Activity: Lines that include "linejoin" make up the answer; copy all of them from the data below.

Collected data entries:
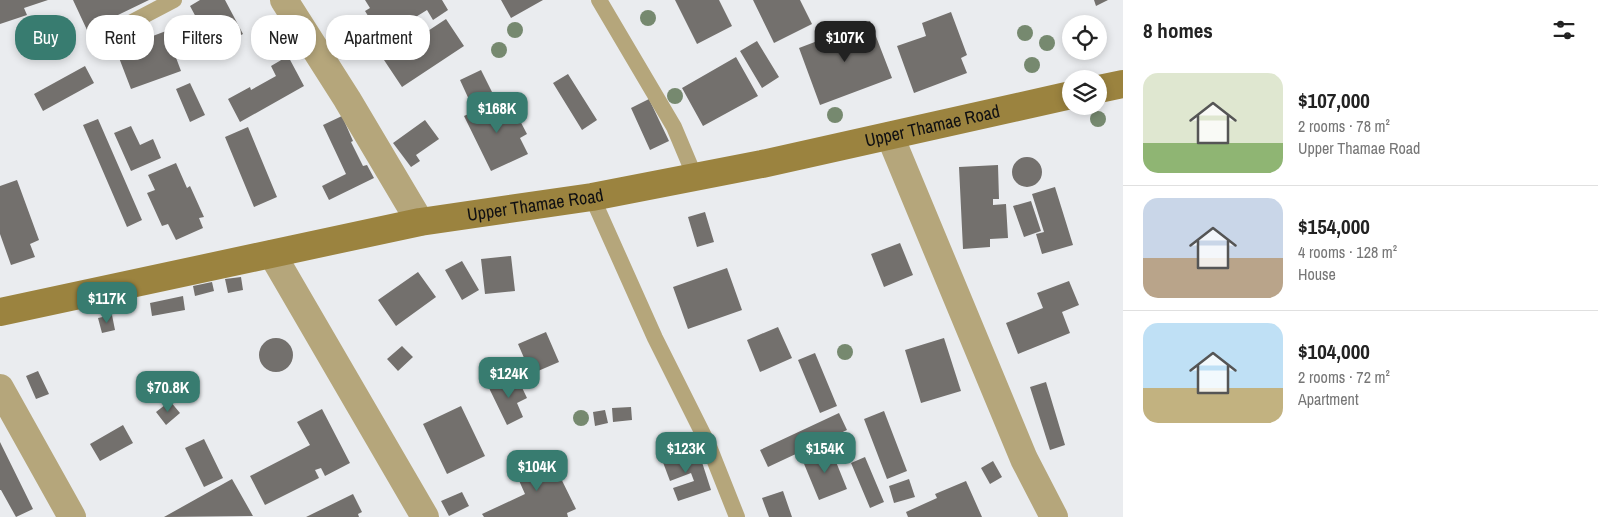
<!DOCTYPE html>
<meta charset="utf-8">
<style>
:root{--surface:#fff;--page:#f2f2f2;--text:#222;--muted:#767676;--line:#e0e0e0;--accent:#387c70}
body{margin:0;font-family:"Archivo Narrow",sans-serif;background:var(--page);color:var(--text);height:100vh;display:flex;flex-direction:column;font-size:19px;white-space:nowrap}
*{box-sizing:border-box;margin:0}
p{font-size:16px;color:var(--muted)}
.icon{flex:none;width:28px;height:28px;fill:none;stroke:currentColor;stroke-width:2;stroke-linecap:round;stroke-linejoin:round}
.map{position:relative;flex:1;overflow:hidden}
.side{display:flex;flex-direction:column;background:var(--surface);width:475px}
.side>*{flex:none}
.hud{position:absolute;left:15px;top:15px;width:475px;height:45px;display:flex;gap:10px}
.tools{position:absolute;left:1062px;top:15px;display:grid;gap:10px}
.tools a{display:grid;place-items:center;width:45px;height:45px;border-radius:50%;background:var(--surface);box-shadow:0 2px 8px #0003;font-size:25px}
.price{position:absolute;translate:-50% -42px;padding:0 11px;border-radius:10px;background:var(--accent);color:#fff;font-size:16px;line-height:32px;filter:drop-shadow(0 1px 2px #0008)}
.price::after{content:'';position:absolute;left:50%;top:30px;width:15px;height:11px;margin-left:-8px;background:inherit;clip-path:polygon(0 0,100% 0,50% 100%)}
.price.selected{background:#222;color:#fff}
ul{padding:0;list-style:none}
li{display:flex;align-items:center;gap:15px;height:125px;padding:0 20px}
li+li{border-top:1px solid var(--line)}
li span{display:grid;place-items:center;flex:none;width:140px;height:100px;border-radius:15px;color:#555}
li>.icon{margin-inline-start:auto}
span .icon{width:60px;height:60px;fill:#fffc;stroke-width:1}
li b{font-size:21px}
h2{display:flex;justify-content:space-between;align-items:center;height:60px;padding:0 20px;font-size:21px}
.pill{padding:0 18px;border-radius:20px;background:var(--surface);box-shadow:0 2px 8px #0003;font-size:18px;line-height:45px}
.pill.selected{background:var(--accent);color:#fff}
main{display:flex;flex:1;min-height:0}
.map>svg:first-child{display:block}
.building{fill:#73706d}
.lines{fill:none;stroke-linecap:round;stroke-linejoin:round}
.lane{stroke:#b5a67b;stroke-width:16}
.street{stroke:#b5a67b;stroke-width:28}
.secondary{stroke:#9b833f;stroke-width:28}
.tree{fill:#76896f}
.labels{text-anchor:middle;stroke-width:4;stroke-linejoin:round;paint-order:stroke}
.street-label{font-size:18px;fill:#101012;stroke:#eaecef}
</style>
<main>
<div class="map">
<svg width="1123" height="517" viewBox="0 0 1123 517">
<rect width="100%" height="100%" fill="#eaecef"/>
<!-- building -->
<path class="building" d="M 0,0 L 48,0 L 24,8 L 27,15 L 0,24 Z
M 73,0 L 149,0 L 87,30 Z
M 200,0 L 225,0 L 243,34 L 213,49 L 190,6 Z
M 365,0 L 442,0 L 448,10 L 433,20 L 427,10 L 382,38 L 365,11 L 370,8 Z
M 501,0 L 543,0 L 511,18 Z
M 675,0 L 719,0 L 732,26 L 697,44 Z
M 753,0 L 800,0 L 812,24 L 774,43 Z
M 1094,0 L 1108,0 L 1096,6 Z
M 951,12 L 967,55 L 961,58 L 967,73 L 914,93 L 897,46 L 926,36 L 922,23 Z
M 446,19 L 464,46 L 402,87 L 384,60 Z
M 870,21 L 892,78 L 820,105 L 799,48 Z
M 166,31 L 181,71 L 131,89 L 116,50 Z
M 757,41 L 779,77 L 762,88 L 740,51 Z
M 288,56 L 304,86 L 240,122 L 228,99 L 250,87 L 251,90 L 276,76 L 271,66 Z
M 736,57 L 758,96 L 703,126 L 682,88 Z
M 85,66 L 94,83 L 43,111 L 34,94 Z
M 481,70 L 493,94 L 471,104 L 460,80 Z
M 568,74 L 597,120 L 582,130 L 553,83 Z
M 190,83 L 205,115 L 190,122 L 176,89 Z
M 502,98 L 512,117 L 517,115 L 527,134 L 520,138 L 528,154 L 491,171 L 464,116 Z
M 649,99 L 669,141 L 650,150 L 631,108 Z
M 342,116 L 353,141 L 351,142 L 363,166 L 367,165 L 374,178 L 329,200 L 322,186 L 346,174 L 323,125 Z
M 98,119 L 142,220 L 127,227 L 83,125 Z
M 425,120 L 439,139 L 416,155 L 420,161 L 411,167 L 393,143 Z
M 131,126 L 140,145 L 153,139 L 161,158 L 131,171 L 114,133 Z
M 248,127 L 277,197 L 254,207 L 225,137 Z
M1012 172a15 15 0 1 1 30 0a15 15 0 1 1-30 0Z
M 176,163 L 187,188 L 190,186 L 204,217 L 199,218 L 203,228 L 176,240 L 168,224 L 162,226 L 147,193 L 155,190 L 148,175 Z
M 998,165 L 999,199 L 993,199 L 993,205 L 1006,204 L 1008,238 L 990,239 L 990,247 L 963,249 L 959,167 Z
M 17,180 L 39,240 L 30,244 L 35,257 L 11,265 L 0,234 L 0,186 Z
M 1055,187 L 1073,245 L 1042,254 L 1036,234 L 1044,232 L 1032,194 Z
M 1031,201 L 1041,231 L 1024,237 L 1013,206 Z
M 705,212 L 714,242 L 697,247 L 688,217 Z
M 900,243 L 913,275 L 884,287 L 871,254 Z
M 511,256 L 515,291 L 485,294 L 481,259 Z
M 462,261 L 479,290 L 462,300 L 445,270 Z
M 727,268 L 742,310 L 688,329 L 673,287 Z
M 418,272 L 436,297 L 396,326 L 378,300 Z
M 241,277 L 243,290 L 228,293 L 225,279 Z
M 1069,281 L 1079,305 L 1062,312 L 1070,333 L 1018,354 L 1006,323 L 1043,308 L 1037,293 Z
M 212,282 L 214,291 L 195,296 L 193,286 Z
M 183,296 L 185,310 L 152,316 L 150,303 Z
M 112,315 L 115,330 L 102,333 L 98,318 Z
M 778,327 L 792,358 L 760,372 L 747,340 Z
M 546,332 L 559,362 L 531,374 L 518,344 Z
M259 355a17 17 0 1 1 34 0a17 17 0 1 1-34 0Z
M 944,338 L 961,391 L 921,403 L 905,350 Z
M 402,346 L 413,357 L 398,371 L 387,359 Z
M 815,353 L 837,406 L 820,413 L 798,360 Z
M 38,371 L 49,394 L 36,399 L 26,376 Z
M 516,375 L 527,398 L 517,403 L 523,417 L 507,425 L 489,388 Z
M 1046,382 L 1065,445 L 1050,450 L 1030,387 Z
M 170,401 L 180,413 L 166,425 L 156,412 Z
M 461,406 L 485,456 L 447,474 L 423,424 Z
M 631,407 L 632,420 L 613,422 L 612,408 Z
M 322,409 L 350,463 L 325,476 L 321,468 L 315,470 L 319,478 L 265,505 L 250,476 L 310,445 L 297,422 Z
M 605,410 L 608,423 L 595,426 L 593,412 Z
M 884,411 L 907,471 L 887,479 L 864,419 Z
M 839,413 L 847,430 L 768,467 L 760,450 Z
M 123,425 L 133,443 L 100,461 L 90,444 Z
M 204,439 L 223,478 L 204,487 L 185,448 Z
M 0,442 L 33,509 L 16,517 L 1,490 L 0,490 Z
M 830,447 L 847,489 L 819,500 L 802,459 Z
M 684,449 L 688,460 L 700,456 L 711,490 L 678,501 L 673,488 L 694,481 L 691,473 L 670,481 L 661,457 Z
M 547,450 L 576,509 L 567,513 L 568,517 L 484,517 L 482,514 L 525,494 L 513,467 Z
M 865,457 L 884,502 L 870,508 L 851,463 Z
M 993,461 L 1002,477 L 990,484 L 981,468 Z
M 232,479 L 253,516 L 164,517 Z
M 909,479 L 915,497 L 894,503 L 889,486 Z
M 966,481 L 982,517 L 908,517 L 906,512 L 937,498 L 935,494 Z
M 783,491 L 792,517 L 769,517 L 762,498 Z
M 462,492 L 469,506 L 449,516 L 441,501 Z
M 353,494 L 362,512 L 358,514 L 359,517 L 306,517 Z"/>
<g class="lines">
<!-- lane -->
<path class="lane" d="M 599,0 L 674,127 L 695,177
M 113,32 L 174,0
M 592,197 L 655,338 L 708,444 L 737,517"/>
<!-- street -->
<path class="street" d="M 284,0 L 347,99 L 420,222
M 890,136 L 1024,459 L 1054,517
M 272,254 L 425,517
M 0,388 L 72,517"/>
<!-- secondary -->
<g class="secondary">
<path d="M 1099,89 L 1123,84"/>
<path id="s1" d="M 0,312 L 420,222 L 592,197 L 762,164 L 1071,95"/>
</g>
</g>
<!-- trees -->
<g class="tree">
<circle cx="648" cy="18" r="8"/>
<circle cx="515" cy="30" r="8"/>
<circle cx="1025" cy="33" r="8"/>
<circle cx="1047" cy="43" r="8"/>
<circle cx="499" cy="50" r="8"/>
<circle cx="1032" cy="65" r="8"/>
<circle cx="675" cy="96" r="8"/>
<circle cx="835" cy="115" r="8"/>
<circle cx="1098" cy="119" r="8"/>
<circle cx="845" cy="352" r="8"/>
<circle cx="581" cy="418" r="8"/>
</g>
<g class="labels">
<!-- street labels -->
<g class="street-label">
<text dy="6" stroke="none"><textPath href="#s1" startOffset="951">Upper Thamae Road</textPath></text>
<text dy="6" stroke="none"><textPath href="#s1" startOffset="546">Upper Thamae Road</textPath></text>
</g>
</g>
</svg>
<div class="tools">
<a><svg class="icon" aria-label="locate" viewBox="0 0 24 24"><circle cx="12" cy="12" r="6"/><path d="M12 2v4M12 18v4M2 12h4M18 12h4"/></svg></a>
<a><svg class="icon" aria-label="layers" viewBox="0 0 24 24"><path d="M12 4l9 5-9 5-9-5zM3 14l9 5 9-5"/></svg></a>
</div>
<b class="price selected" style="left:845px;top:63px">$107K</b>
<b class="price" style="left:497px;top:134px">$168K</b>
<b class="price" style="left:107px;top:324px">$117K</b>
<b class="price" style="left:509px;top:399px">$124K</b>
<b class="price" style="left:168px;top:413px">$70.8K</b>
<b class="price" style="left:686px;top:474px">$123K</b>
<b class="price" style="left:825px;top:474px">$154K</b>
<b class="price" style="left:537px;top:492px">$104K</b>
<div class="hud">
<a class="pill selected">Buy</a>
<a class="pill">Rent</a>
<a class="pill">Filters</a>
<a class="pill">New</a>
<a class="pill">Apartment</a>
</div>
</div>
<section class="side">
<h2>8 homes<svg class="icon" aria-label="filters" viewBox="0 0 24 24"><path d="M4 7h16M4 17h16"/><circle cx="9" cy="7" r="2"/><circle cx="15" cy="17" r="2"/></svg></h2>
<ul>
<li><span style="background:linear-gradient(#dfe7d0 70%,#8fb573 0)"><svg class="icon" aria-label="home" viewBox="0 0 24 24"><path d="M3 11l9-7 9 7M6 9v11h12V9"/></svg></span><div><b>$107,000</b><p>2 rooms · 78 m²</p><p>Upper Thamae Road</p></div></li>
<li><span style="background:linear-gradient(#c9d6e8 60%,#b9a48a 0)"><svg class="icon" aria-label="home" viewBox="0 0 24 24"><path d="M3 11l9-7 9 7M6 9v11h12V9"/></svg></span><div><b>$154,000</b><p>4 rooms · 128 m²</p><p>House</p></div></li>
<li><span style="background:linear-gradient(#bfe0f5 65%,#c2b280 0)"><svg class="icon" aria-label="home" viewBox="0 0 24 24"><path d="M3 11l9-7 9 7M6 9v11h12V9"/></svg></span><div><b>$104,000</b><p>2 rooms · 72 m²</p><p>Apartment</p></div></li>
</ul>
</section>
</main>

Result below:
.icon{flex:none;width:28px;height:28px;fill:none;stroke:currentColor;stroke-width:2;stroke-linecap:round;stroke-linejoin:round}
.lines{fill:none;stroke-linecap:round;stroke-linejoin:round}
.labels{text-anchor:middle;stroke-width:4;stroke-linejoin:round;paint-order:stroke}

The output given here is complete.